Since this intercalary period falls outside the structure of the normal Baha’i months, those four or five “days without months” can adjust easily during a leap year without altering the regular ongoing schedule and duration of the regular sequence of months. This also has the added benefit of leaving the vernal equinox, the first day of spring, in its rightful solar place every year.
This new calendar, now adopted around the world in every Baha’i community, has already begun to have an impact on humanity. Baha’is celebrate Intercalary Days by holding festivities, giving gifts, throwing and going to parties, starting service projects, and doing charitable humanitarian work for the poor and the needy. This fun, celebratory, and service-oriented time precedes a 19-day period of intermittent fasting and reflection during the last Baha’i month of the year.
Let the days in excess of the months be placed before the month of fasting. We have ordained that these, amid all nights and days, shall be the manifestations of the letter Ha, and thus they have not been bounded by the limits of the year and its months. It behooveth the people of Baha, throughout these days, to provide good cheer for themselves, their kindred and, beyond them, the poor and needy, and with joy and exultation to hail and glorify their Lord, to sing His praise and magnify His Name; and when they end — these days of giving that precede the season of restraint — let them enter upon the Fast.
During those four or five Baha’i holy days (called Ayyam-i-Ha, which means “Days of Ha” — more about that name later, in the next installment of this series) Baha’is say this prayer from Baha’u’llah, which asks the Creator to admit every soul, no matter who they are, into God’s presence:
My God, my Fire and my Light! The days which Thou hast named the Ayyam-i-Ha in Thy Book have begun, O Thou Who art the King of names, and the fast which Thy most exalted Pen hath enjoined unto all who are in the kingdom of Thy creation to observe is approaching. I entreat Thee, O my Lord, by these days and by all such as have during that period clung to the cord of Thy commandments, and laid hold on the handle of Thy precepts, to grant that unto every soul may be assigned a place within the precincts of Thy court, and a seat at the revelation of the splendors of the light of Thy countenance.

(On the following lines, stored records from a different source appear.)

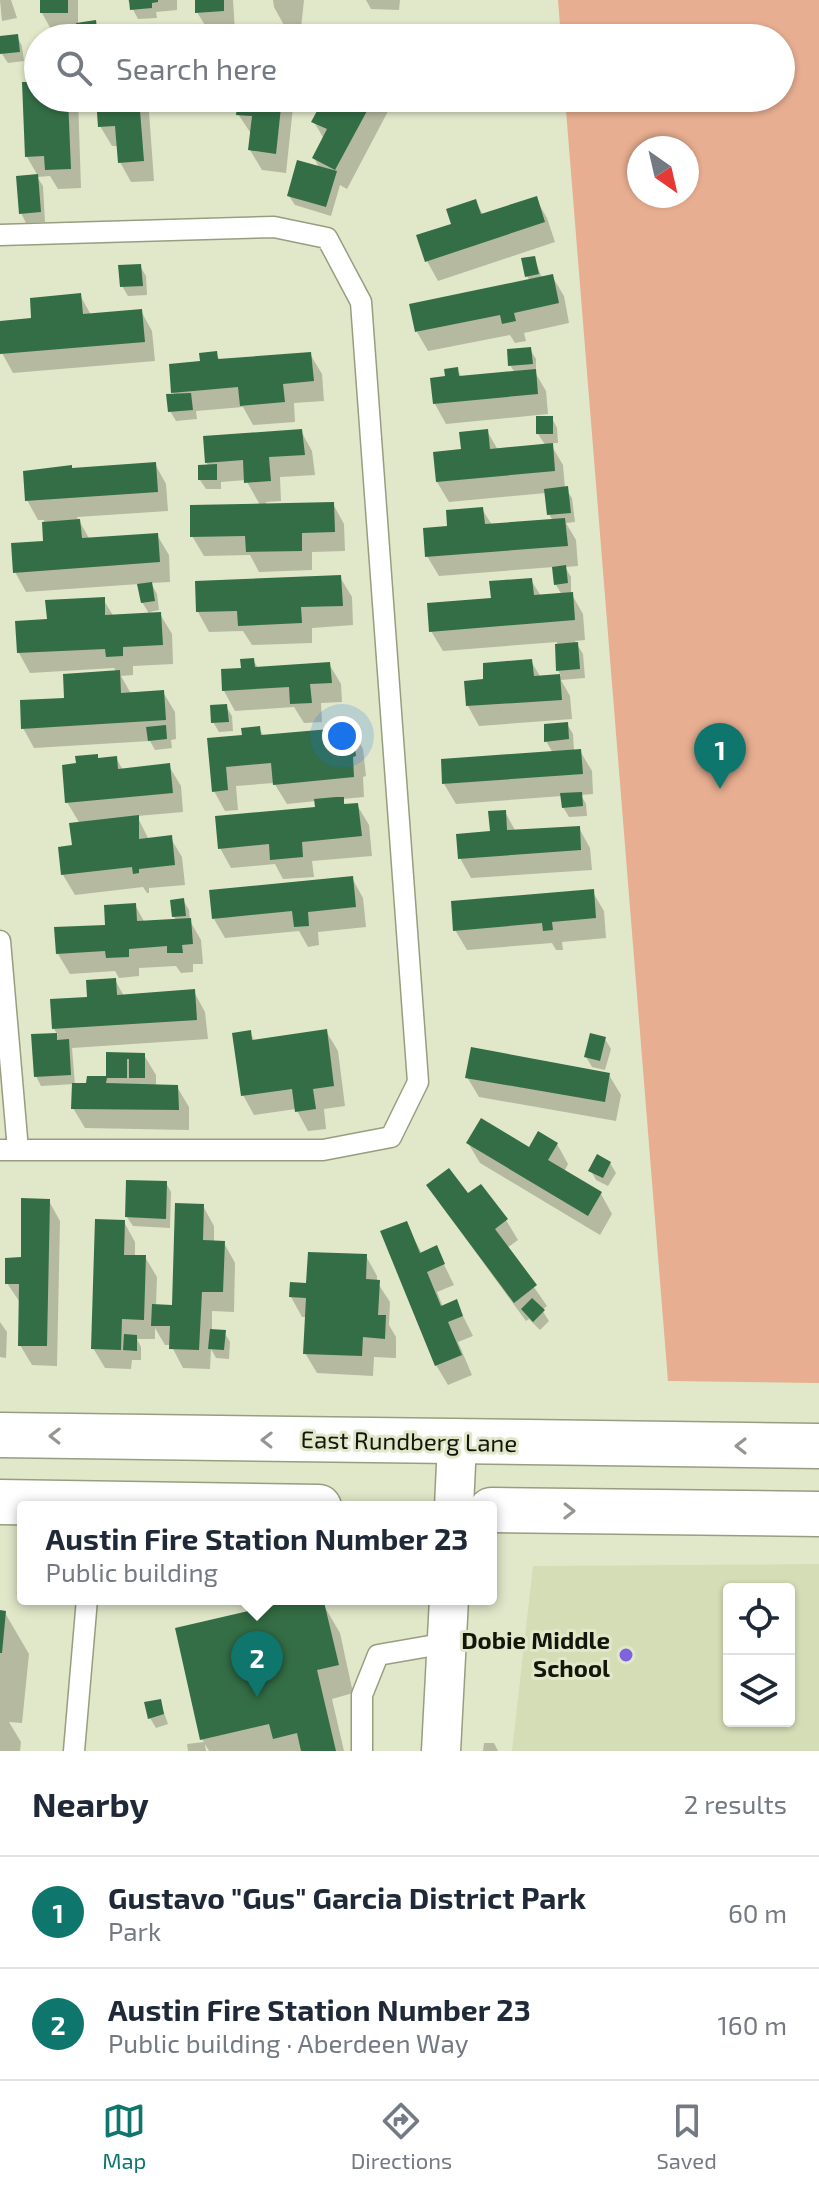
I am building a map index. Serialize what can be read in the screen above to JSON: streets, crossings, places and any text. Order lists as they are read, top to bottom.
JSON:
{
  "streets": {
    "main road": ["East Rundberg Lane"]
  },
  "places": ["Dobie Middle School"],
  "north": "bottom right",
  "page": {
    "search": "Search here",
    "pins": ["1", "2"],
    "popup": ["Austin Fire Station Number 23", "Public building"],
    "heading": ["Nearby", "2 results"],
    "list": [
      {
        "mark": "1",
        "name": "Gustavo \"Gus\" Garcia District Park",
        "note": "Park",
        "value": "60 m"
      },
      {
        "mark": "2",
        "name": "Austin Fire Station Number 23",
        "note": "Public building · Aberdeen Way",
        "value": "160 m"
      }
    ],
    "nav": ["Map", "Directions", "Saved"]
  }
}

These, O my Lord, are Thy servants whom no corrupt inclination hath kept back from what Thou didst send down in Thy Book. They have bowed themselves before Thy Cause, and received Thy Book with such resolve as is born of Thee, and observed what Thou hadst prescribed unto them, and chosen to follow that which had been sent down by Thee.
Thou seest, O my Lord, how they have recognized and confessed whatsoever Thou hast revealed in Thy Scriptures. Give them to drink, O my Lord, from the hands of Thy graciousness the waters of Thine eternity. Write down, then, for them the recompense ordained for him that hath immersed himself in the ocean of Thy presence, and attained unto the choice wine of Thy meeting.

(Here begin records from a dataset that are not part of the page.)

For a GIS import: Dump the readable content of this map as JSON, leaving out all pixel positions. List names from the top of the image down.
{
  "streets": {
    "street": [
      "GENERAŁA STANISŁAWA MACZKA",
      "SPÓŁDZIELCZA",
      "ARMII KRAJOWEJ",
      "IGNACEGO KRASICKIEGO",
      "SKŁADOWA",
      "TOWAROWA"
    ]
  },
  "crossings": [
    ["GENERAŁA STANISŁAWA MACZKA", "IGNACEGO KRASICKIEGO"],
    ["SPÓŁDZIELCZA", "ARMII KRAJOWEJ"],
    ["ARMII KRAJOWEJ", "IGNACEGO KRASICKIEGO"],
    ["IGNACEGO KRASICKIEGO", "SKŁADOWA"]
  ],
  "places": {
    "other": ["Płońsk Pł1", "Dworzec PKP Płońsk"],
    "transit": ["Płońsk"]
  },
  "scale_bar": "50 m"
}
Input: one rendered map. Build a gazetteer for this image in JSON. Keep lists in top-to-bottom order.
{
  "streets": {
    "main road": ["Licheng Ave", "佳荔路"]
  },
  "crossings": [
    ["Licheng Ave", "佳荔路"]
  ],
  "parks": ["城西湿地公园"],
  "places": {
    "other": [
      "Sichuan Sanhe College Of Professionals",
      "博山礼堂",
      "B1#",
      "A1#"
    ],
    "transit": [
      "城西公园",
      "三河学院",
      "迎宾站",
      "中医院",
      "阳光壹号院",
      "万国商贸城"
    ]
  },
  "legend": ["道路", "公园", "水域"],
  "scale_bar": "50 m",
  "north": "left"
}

I implore Thee, O Thou the King of kings and the Pitier of the downtrodden, to ordain for them the good of this world and of the world to come. Write down for them, moreover, what none of Thy creatures hath discovered, and number them with those who have circled round Thee, and who move about Thy throne in every world of Thy worlds.
Thou, truly, art the Almighty, the All-Knowing, the All-Informed.
No matter who or where you are in the world, if you visit a Baha’i community during Intercalary Days you’re likely to encounter a celebratory mood, happy gatherings, and maybe even a gift or two. Baha’is everywhere invite everyone to join the festivities!